1. **Dataset:** Flipkart Smartphones Listing [Link](https://www.flipkart.com/search?q=smartphones)

2. **Task Description:**

   * Access the Flipkart smartphones search page using the given URL.
   * Extract the following details for each listed smartphone:

     * Image URL
     * Phone name
     * Average rating
     * Total number of ratings
     * Total number of reviews
     * Discounted price
     * Actual price
   * Navigate through all available pages using pagination to collect data for every listed smartphone.
   * Introduce a delay of **2‚Äì3 seconds** after each page request to avoid access restrictions.
   * Compile all extracted information into a structured format.
   * Save the complete collected data into a **CSV file**.

3. **Expected Outcome:**
   A CSV file containing structured data for all smartphones listed on Flipkart, including pricing, ratings, reviews, and image details.


In [135]:
import os
import time
import tqdm
import requests
import numpy as np
import pandas as pd
from bs4 import BeautifulSoup


def scrape_smartphone_details(url: str,
                              params: dict,
                              headers: dict,
                              pages: int
                              ):
    '''Scrape Smartphone Details from Flipkart.'''

    # Ensure Directory
    output_path = '../Resources/Exports/smartphones.csv'
    os.makedirs(os.path.dirname(output_path), exist_ok=True)
    
    # Remove File for Fresh Start
    if os.path.exists(output_path):
        os.remove(output_path)

    # Scrape Data
    with tqdm.tqdm(total=pages, desc='Fetching Smartphones Data') as pbar:
        for page in range(1, pages + 1):

            # Set Page
            params['page'] = page

            # Hit URL
            try:
                webpage = requests.get(url=url,
                                    params=params,
                                    headers=headers)
                webpage.raise_for_status()
                
            except requests.exceptions.Timeout:
                print(f'Timeout : Skipping Page {page}')
                continue

            # Make Soup
            soup = BeautifulSoup(webpage.text, features='html.parser')

            # Find Smartphones
            smartphones = soup.find_all(name='div', class_='jIjQ8S')

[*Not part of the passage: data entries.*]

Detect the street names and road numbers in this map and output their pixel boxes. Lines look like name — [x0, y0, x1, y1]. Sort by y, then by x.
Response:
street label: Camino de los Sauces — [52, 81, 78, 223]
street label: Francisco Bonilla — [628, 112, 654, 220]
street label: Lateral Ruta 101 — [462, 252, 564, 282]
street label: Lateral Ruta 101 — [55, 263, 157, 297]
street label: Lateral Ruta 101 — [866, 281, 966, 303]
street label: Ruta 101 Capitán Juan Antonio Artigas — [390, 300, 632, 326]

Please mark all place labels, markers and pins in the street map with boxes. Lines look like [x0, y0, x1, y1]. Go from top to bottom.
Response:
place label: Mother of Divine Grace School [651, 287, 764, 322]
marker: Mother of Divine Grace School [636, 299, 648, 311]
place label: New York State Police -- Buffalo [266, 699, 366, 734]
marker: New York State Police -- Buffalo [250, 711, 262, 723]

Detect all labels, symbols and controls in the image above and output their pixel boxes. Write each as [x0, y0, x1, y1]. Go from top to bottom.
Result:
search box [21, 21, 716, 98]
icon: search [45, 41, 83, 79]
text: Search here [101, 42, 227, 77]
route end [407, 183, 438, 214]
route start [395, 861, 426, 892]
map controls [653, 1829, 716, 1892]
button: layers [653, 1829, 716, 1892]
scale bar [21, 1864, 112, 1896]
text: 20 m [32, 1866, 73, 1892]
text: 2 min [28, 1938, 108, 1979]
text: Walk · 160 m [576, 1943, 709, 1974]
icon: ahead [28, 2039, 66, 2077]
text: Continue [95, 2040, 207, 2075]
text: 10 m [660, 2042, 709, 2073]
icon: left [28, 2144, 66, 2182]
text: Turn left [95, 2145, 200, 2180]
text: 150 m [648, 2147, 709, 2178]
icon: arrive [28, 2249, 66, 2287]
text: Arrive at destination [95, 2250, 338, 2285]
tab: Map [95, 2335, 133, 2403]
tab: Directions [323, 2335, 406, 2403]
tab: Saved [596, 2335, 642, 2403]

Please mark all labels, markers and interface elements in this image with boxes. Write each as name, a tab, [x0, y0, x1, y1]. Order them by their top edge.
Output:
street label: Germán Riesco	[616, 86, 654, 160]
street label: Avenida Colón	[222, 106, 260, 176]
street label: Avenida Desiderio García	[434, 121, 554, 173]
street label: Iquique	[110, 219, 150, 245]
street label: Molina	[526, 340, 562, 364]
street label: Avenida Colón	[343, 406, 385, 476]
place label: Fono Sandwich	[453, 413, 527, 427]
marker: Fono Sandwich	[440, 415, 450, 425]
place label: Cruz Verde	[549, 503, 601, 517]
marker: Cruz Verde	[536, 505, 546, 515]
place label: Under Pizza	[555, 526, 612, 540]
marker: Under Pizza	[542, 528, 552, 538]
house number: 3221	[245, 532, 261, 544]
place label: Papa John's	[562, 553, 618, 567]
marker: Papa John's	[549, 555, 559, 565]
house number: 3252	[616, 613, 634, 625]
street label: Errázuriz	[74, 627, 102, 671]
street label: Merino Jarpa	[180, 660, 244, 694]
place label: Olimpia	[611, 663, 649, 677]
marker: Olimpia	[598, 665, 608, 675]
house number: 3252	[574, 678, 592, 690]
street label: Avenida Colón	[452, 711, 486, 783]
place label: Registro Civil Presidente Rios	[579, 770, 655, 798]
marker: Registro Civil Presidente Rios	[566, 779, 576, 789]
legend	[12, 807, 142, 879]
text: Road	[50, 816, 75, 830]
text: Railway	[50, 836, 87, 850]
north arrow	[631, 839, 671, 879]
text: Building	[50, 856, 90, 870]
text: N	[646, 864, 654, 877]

            # Declare Temporary Dictionary
            smartphones_details = dict(
                image_url=[],
                phone_name=[],
                average_rating=[],
                no_of_ratings=[],
                no_of_reviews=[],
                discounted_price=[],
                actual_price=[]
            )

            # Extract Details
            for smartphone in smartphones:
                try:
                    smartphones_details['image_url'].append(
                        smartphone.find(name='img', class_='UCc1lI')['src']
                    )
                except:
                    smartphones_details['image_url'].append(np.nan)
                try:
                    smartphones_details['phone_name'].append(
                        smartphone.find(name='div', class_='RG5Slk').text
                    )
                except:
                    smartphones_details['phone_name'].append(np.nan)
                try:
                    smartphones_details['average_rating'].append(
                        smartphone.find(name='div', class_='MKiFS6').text
                    )
                except:
                    smartphones_details['average_rating'].append(np.nan)
                try:
                    smartphones_details['no_of_ratings'].append(
                        smartphone.find(name='span', class_='PvbNMB').text.split('&')[0].strip()
                    )
                except:
                    smartphones_details['no_of_ratings'].append(np.nan)
                try:
                    smartphones_details['no_of_reviews'].append(
                        smartphone.find(name='span', class_='PvbNMB').text.split('&')[1].strip()
                    )
                except:
                    smartphones_details['no_of_reviews'].append(np.nan)
                try:
                    smartphones_details['discounted_price'].append(
                        smartphone.find(name='div', class_='hZ3P6w DeU9vF').text
                    )
                except:
                    smartphones_details['discounted_price'].append(np.nan)
                try:
                    smartphones_details['actual_price'].append(
                        smartphone.find(name='div', class_='kRYCnD gxR4EY').text
                    )
                except:
                    smartphones_details['actual_price'].append(np.nan)
            
            # Write to CSV Incrementally
            smartphone_df = pd.DataFrame(smartphones_details)
            smartphone_df.to_csv(
                output_path,
                mode='a',
                index=False,
                header=(page == 1)
            )
            
            # Delay
            time.sleep(2)

            # Update Progress
            pbar.update(1)
            
    smartphones_df = pd.read_csv(output_path)
    print(f'Scraped {smartphones_df.shape[0]} Smartphones Details.')
    return smartphones_df

Now, lets run the `scrape_smartphone_details` method for `50` pages.

In [None]:
URL = 'https://www.flipkart.com/search'
params = {'q': 'smartphones', 'page': 1}
HEADERS = {
    "User-Agent": "Mozilla/5.0 (Windows NT 10.0; Win64; x64) "
                  "AppleWebKit/537.36 (KHTML, like Gecko) "
                  "Chrome/120.0.0.0 Safari/537.36",
    "Accept-Language": "en-IN,en;q=0.9"
}

smartphones_df = scrape_smartphone_details(url=URL,
                                           params=params,
                                           headers=HEADERS,
                                           pages=50)